Will do later on Tom.


----------



## Steverino 417

Here you go Tom. Bit of a dull day over here in London so maybe could have been better. But it is good lume.










Even in daylight, the watch itself is very legible - could glance at in the car without my specs on and tell the time immediately.


----------



## Steverino 417

A few pics taken in natural light, hopefully a bit better:


----------



## Jetrider

Sinn killer! Great piece!


----------



## van_helsing

That is a great looking watch. Large and great looking.


----------



## mcpackey

Really i massive, nice watch. I'm still not clear if Damasko DC82 or this beauty will be my next watch...


----------



## StufflerMike

Some more pics


----------



## Steverino 417

mcpackey said:


> Really i massive, nice watch. I'm still not clear if Damasko DC82 or this beauty will be my next watch...

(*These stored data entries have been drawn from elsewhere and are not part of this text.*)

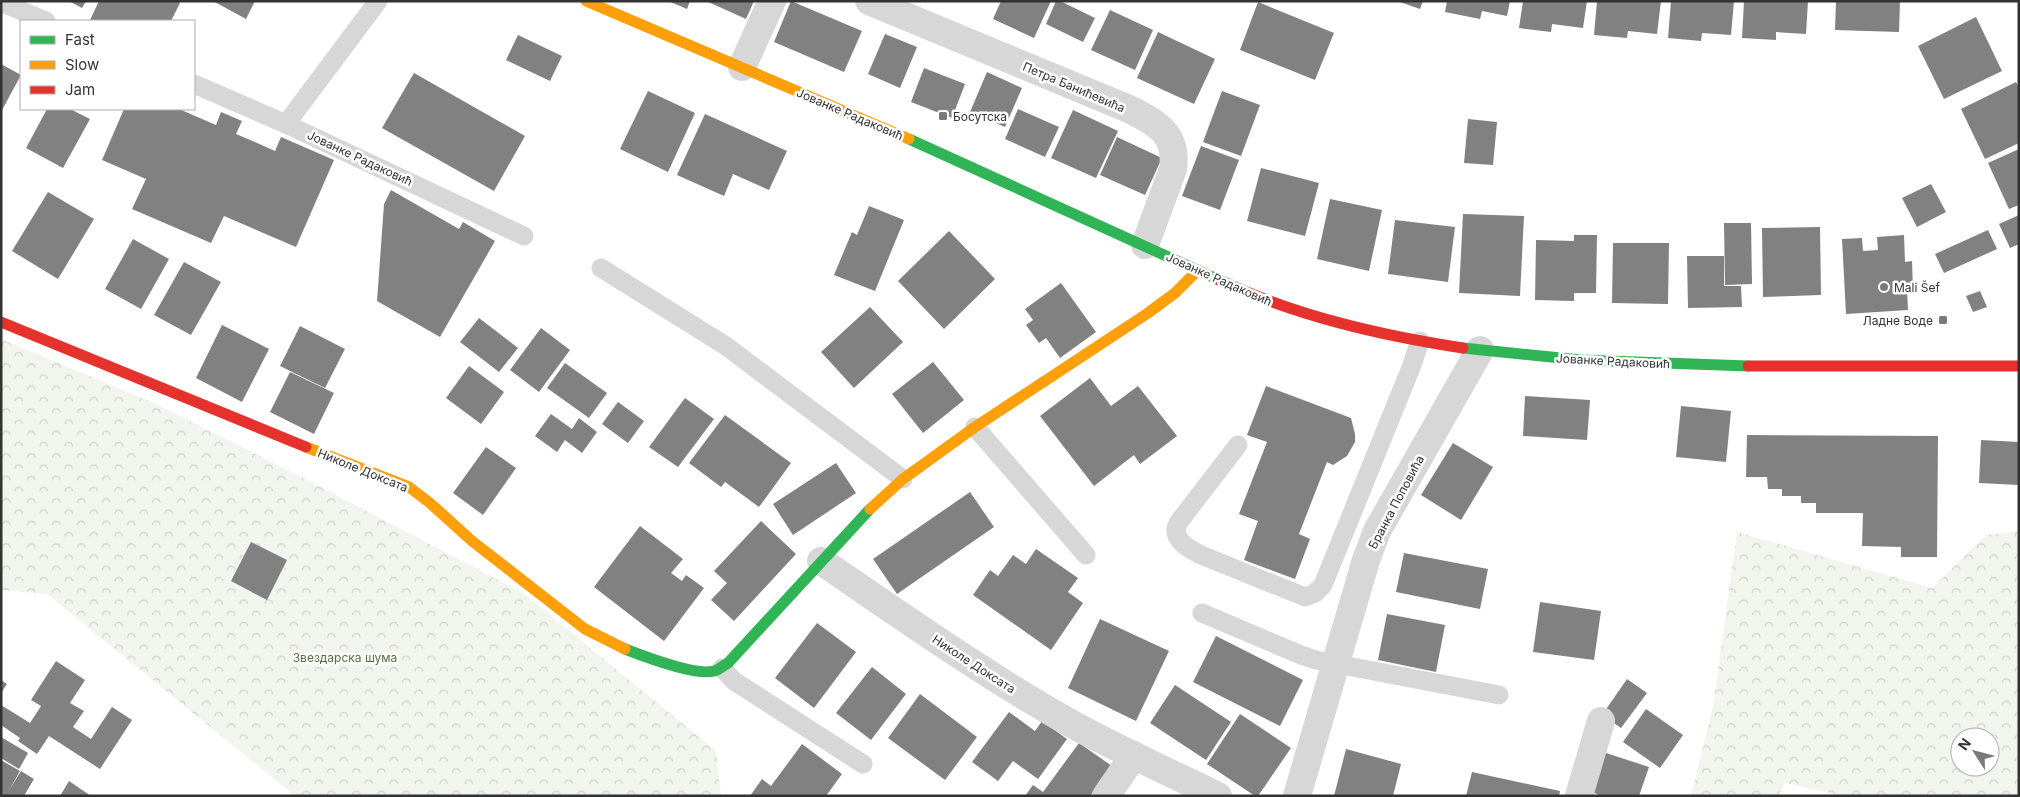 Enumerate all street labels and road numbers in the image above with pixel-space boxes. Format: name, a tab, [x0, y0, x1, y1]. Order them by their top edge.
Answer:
street label: Петра Банићевића	[1021, 59, 1127, 115]
street label: Јованке Радаковић	[794, 85, 906, 143]
street label: Јованке Радаковић	[305, 127, 415, 189]
street label: Јованке Радаковић	[1164, 249, 1274, 309]
street label: Јованке Радаковић	[1556, 351, 1670, 371]
street label: Николе Доксата	[316, 445, 410, 495]
street label: Бранка Поповића	[1365, 453, 1427, 551]
street label: Николе Доксата	[930, 632, 1018, 696]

Personally I'd choose mine, but I'm not totally unbiased


----------



## StufflerMike

mcpackey said:


> &#8230;..I'm still not clear if Damasko DC82 or this beauty will be my next watch...


Hmmh, can't help to make a choice.
Completely different approach imho, technically and visually.


----------



## mcpackey

@Steverino 417 
Me also - i have already a Mühle and the quality is outstanding - and i think this Masterpiece is surely unique

@StufflerMike 
Thats completely right - sadly i never saw an Damasko in Real so the decision is paper based (technically and design for a tough watch a lot speak for Damaskos Marketing). But i even know the "Dresser" from Mühle are hard taker 

I enjoy your photos which will make my decision very hard


----------



## KRVNRCH

I had looked at Muhle before...but this one really catches my eye... I just found one on C24...no indication of what size the band it sized to....sent the seller a message....🤞


----------



## Steverino 417

KRVNRCH said:


> I had looked at Muhle before...but this one really catches my eye... I just found one on C24...no indication of what size the band it sized to....sent the seller a message....🤞


That is the main consideration if you are buying used, as the strap is 'cut to size'. Hopefully he is a big wristed guy...


----------



## KRVNRCH

Unfortunately NOPE...7.25" I am about 7.75. He did send me a link to a site where I could buy a new band...


----------



## Steverino 417

KRVNRCH said:


> Unfortunately NOPE...7.25" I am about 7.75. He did send me a link to a site where I could buy a new band...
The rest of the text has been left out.